• [ASSIGNMENT]:
Beginning with the line that contains "I am building", transcribe every line through the end of the entries exactly as written, and reproduce nothing else.

Start of DATA EXCERPTS

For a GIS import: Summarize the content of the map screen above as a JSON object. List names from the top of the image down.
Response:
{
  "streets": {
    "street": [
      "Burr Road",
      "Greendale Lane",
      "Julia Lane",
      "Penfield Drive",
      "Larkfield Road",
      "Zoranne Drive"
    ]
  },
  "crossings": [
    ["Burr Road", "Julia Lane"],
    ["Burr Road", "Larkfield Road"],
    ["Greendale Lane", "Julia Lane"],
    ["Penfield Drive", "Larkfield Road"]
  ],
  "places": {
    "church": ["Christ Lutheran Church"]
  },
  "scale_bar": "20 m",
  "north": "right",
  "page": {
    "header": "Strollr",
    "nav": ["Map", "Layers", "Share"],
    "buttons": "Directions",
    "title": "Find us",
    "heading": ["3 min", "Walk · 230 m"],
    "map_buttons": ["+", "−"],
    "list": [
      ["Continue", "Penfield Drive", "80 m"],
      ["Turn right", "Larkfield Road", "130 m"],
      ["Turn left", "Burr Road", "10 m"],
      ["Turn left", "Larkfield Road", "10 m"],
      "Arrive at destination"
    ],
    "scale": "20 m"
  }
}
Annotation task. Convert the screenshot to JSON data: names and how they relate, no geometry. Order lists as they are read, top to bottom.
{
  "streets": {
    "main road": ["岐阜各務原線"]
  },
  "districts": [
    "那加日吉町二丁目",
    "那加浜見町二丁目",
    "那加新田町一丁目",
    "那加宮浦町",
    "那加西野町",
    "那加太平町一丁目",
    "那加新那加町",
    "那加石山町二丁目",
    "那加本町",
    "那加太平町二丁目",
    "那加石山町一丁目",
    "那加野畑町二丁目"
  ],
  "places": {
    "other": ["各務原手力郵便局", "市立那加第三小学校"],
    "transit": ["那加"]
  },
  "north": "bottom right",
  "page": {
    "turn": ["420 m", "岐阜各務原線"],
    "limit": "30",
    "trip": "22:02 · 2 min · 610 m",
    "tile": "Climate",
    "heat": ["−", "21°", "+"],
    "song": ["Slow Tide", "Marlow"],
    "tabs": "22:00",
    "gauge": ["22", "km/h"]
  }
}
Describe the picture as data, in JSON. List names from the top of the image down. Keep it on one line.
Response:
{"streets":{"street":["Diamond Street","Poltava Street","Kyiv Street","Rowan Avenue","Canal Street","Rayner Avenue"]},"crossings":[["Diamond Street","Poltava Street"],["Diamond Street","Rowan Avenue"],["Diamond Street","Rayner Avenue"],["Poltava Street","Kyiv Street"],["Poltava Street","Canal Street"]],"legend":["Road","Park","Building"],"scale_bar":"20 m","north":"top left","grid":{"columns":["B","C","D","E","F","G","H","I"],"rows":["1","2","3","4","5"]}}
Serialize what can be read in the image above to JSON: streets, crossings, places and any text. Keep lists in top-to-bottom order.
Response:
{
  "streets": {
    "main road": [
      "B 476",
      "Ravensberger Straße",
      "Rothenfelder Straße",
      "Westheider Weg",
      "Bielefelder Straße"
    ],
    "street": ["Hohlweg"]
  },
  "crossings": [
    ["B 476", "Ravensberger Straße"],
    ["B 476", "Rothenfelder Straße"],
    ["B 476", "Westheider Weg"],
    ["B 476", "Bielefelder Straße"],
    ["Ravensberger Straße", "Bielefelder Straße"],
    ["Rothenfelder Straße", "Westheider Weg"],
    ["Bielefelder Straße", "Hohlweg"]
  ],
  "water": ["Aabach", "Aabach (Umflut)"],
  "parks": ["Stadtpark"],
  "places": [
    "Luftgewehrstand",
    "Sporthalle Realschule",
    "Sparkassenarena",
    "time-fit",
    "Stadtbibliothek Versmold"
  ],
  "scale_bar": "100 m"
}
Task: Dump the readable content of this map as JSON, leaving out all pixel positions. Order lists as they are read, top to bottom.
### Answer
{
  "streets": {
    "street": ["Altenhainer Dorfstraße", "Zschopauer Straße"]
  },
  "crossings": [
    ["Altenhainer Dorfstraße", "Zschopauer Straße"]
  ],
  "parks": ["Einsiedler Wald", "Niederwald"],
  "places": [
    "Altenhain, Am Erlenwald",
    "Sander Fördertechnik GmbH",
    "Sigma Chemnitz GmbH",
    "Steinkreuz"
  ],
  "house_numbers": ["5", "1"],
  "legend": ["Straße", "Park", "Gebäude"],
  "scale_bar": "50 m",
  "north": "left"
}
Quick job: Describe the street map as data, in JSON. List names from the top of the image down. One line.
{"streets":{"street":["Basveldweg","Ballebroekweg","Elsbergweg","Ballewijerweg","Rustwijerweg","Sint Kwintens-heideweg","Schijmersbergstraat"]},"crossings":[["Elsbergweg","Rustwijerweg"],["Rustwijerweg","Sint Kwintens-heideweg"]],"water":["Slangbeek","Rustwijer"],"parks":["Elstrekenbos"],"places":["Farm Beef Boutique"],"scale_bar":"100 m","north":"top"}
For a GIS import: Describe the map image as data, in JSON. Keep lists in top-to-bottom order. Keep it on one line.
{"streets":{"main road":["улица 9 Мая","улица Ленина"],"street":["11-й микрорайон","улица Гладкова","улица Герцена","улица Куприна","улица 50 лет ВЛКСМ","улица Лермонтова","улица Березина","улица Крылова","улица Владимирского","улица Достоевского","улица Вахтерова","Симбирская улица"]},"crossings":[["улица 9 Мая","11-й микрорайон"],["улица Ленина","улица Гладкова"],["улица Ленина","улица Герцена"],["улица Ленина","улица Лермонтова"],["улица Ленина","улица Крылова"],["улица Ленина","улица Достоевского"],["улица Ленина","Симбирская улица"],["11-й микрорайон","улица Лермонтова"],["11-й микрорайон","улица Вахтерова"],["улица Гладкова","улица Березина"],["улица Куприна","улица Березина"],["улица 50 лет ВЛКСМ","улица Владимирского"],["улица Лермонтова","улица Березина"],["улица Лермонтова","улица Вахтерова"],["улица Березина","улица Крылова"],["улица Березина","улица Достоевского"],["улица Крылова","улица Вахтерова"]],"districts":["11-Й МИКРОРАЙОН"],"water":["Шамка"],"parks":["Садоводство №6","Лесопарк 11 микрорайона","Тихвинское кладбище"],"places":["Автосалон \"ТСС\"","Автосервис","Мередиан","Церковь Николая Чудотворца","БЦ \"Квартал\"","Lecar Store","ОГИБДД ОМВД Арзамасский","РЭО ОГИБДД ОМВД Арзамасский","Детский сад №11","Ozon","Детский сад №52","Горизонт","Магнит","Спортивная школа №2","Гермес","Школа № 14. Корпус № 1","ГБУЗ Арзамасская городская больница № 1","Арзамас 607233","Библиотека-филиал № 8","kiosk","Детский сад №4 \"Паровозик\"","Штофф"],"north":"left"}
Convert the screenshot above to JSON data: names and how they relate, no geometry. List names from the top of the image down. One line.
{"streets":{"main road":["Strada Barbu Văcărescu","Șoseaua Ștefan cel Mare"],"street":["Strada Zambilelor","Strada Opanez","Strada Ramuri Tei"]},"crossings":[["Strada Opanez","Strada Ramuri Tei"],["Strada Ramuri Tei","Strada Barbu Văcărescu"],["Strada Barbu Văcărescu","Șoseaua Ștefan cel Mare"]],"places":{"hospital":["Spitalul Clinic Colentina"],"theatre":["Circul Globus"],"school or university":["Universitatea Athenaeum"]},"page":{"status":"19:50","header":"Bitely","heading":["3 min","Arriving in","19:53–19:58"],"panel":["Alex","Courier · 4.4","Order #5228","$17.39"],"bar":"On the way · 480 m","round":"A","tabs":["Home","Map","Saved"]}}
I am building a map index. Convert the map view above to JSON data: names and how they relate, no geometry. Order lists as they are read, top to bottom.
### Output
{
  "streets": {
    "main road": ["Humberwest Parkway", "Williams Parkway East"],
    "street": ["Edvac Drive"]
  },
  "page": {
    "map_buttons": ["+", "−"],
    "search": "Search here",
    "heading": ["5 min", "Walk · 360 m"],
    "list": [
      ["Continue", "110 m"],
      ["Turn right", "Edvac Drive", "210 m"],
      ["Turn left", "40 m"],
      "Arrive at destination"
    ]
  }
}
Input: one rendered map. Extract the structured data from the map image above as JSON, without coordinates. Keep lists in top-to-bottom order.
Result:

End of DATA EXCERPTS

• [WRITTEN SOLUTION]:
I am building a map index. Convert the map view above to JSON data: names and how they relate, no geometry. Order lists as they are read, top to bottom.
### Output
{
  "streets": {
    "main road": ["Humberwest Parkway", "Williams Parkway East"],
    "street": ["Edvac Drive"]
  },
  "page": {
    "map_buttons": ["+", "−"],
    "search": "Search here",
    "heading": ["5 min", "Walk · 360 m"],
    "list": [
      ["Continue", "110 m"],
      ["Turn right", "Edvac Drive", "210 m"],
      ["Turn left", "40 m"],
      "Arrive at destination"
    ]
  }
}
Input: one rendered map. Extract the structured data from the map image above as JSON, without coordinates. Keep lists in top-to-bottom order.
Result:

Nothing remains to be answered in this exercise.